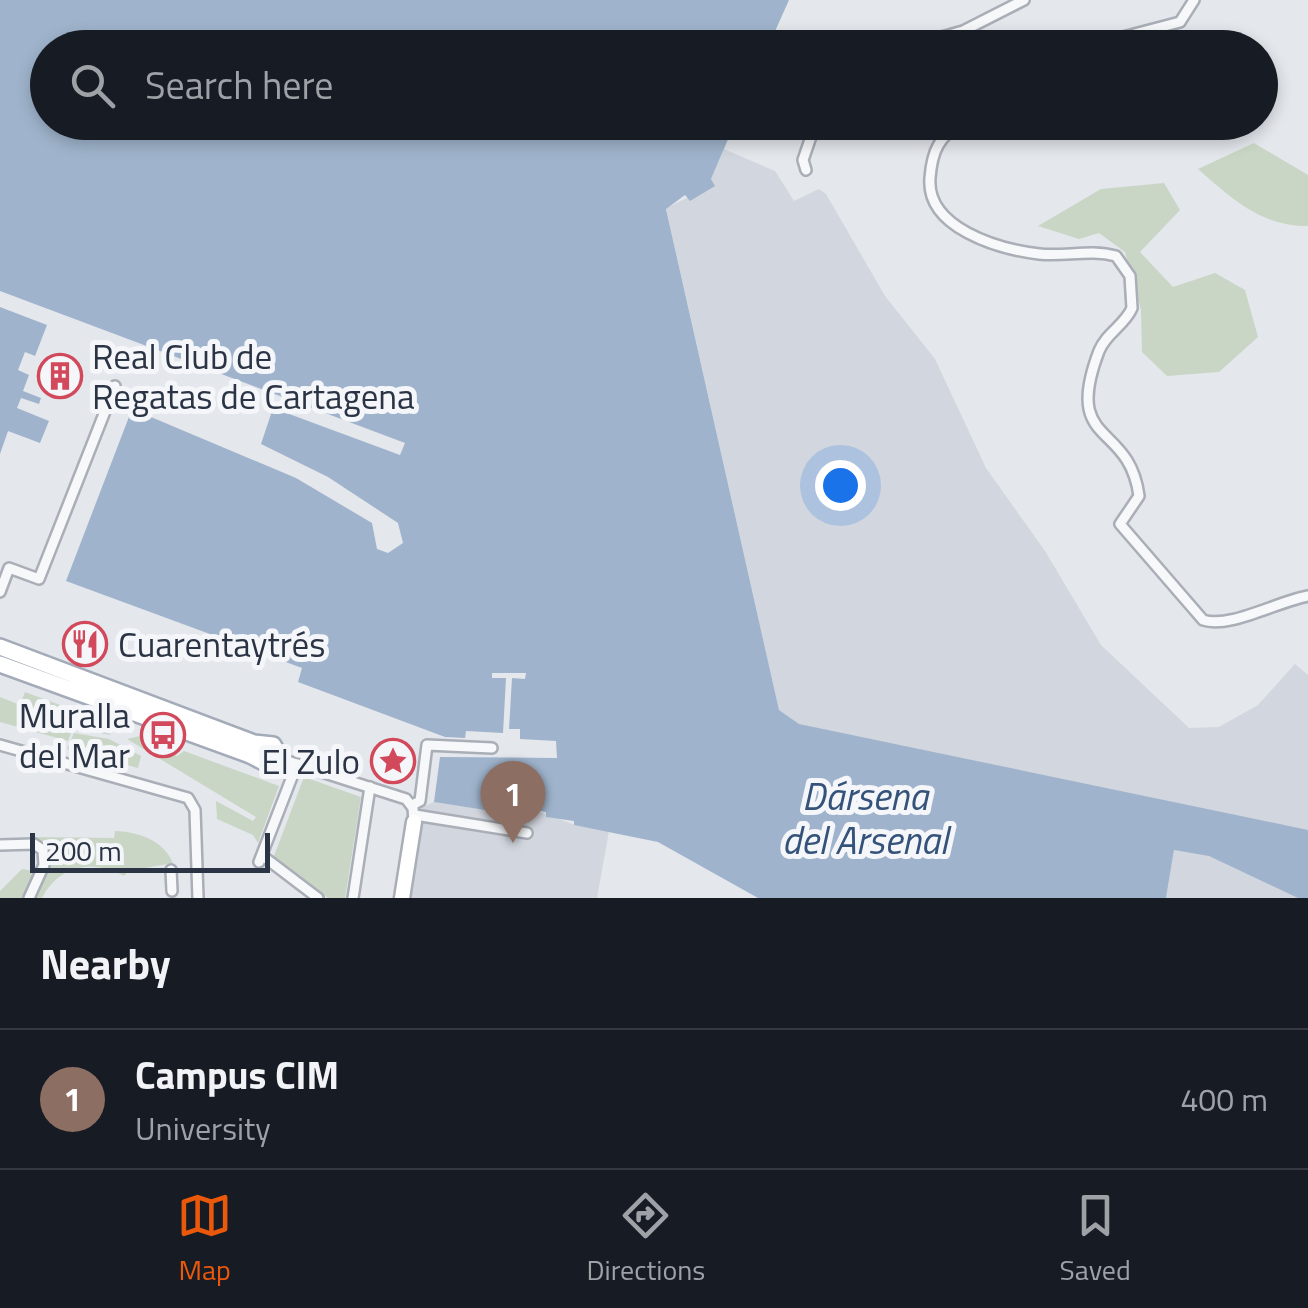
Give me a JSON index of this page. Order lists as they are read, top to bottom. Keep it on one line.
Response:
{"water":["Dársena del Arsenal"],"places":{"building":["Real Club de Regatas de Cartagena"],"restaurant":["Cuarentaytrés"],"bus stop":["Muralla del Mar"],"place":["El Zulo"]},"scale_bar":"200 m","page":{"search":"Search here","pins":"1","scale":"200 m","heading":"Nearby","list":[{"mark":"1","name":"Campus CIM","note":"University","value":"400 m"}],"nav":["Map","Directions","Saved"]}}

**WHAT YOU NEED TO DO**
Write the listing out in full, exactly; no images.

**REPLY**
Give me a JSON index of this page. Order lists as they are read, top to bottom. Keep it on one line.
Response:
{"water":["Dársena del Arsenal"],"places":{"building":["Real Club de Regatas de Cartagena"],"restaurant":["Cuarentaytrés"],"bus stop":["Muralla del Mar"],"place":["El Zulo"]},"scale_bar":"200 m","page":{"search":"Search here","pins":"1","scale":"200 m","heading":"Nearby","list":[{"mark":"1","name":"Campus CIM","note":"University","value":"400 m"}],"nav":["Map","Directions","Saved"]}}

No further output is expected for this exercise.